= Substrate (vivarium) =

The substrate of a vivarium is the material used on the floor of the enclosure. It can affect humidity levels, filtration as well as the well-being of the inhabitants. The appropriate substrate depends on the type of animal in the enclosure.

==Functions and considerations==
A substrate is used in all types of vivarium and holds an important role in the well-being of the inhabitants. Although having an aesthetic factor, the substrate is an extremely important factor when keeping animals in a vivarium.

Some types of substrate can be used to hold humidity, which is essential when keeping certain types of rainforest dwelling species that require high humidity levels during shedding and food digestion. The substrate may also be used as a drainage system for excess water.

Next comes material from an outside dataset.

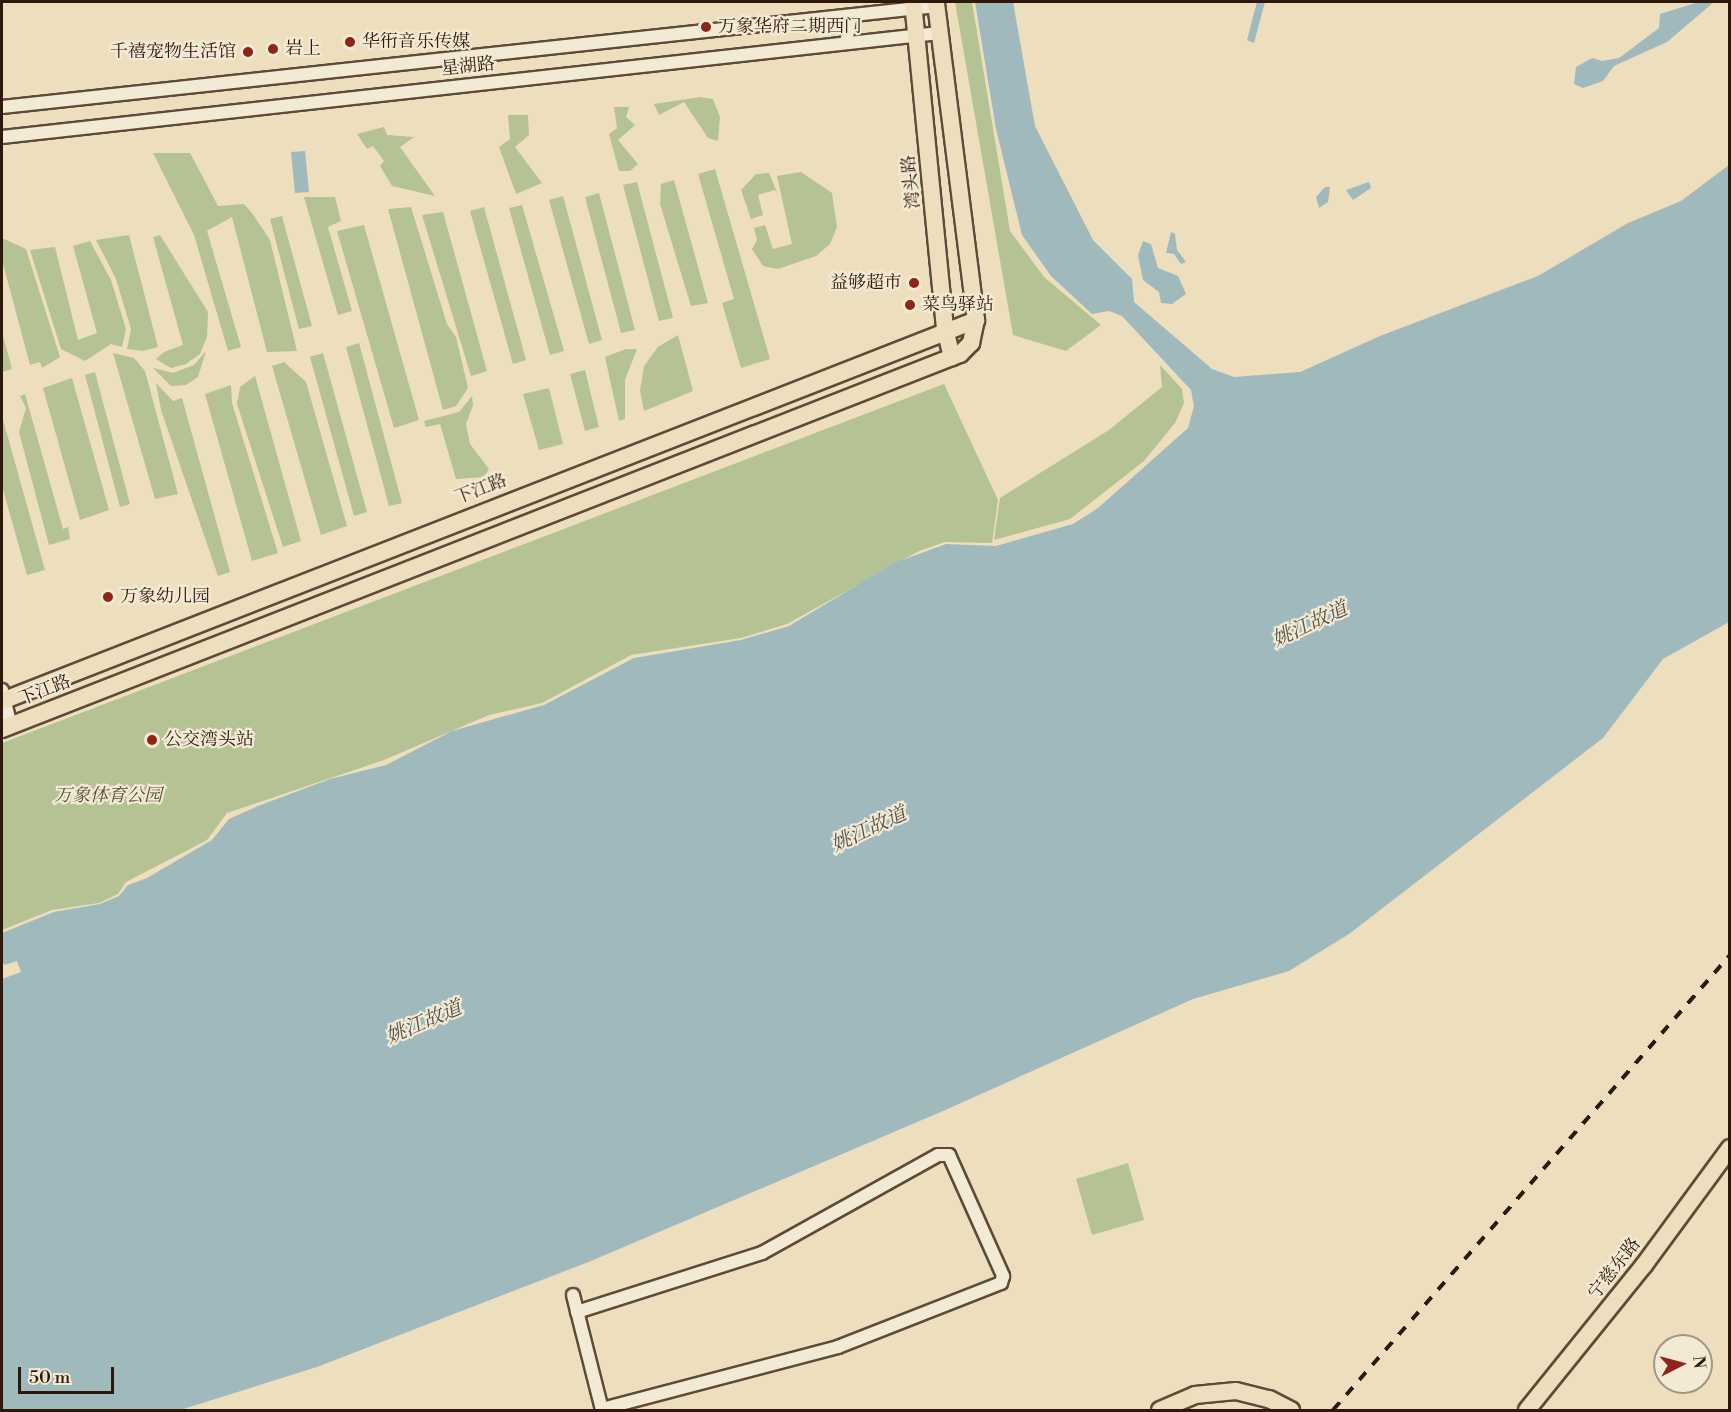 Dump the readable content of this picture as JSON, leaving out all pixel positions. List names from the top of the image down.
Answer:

Substrate is also useful for burrowing species as they can dig into the substrate as they would in their natural habitat. It is also useful for egg laying species that would naturally bury their eggs in the earth floor.

The substrate also adds to the aesthetics of the enclosure and gives the vivarium a more natural feel and look.

==Types==
The type of substrate used depends on the natural habitat of the species kept, for instance a desert dwelling species should be kept on a slate tile substrate, whereas a rainforest dwelling species should be kept on soil or bark chips.

Some keepers may choose to use less aesthetic substrates such as paper towels, newspaper or even tiles and linoleum, especially for newly acquired or quarantined specimens. This is easier for the keeper to keep maintained and there is less risk of the substrate being consumed by the inhabitants.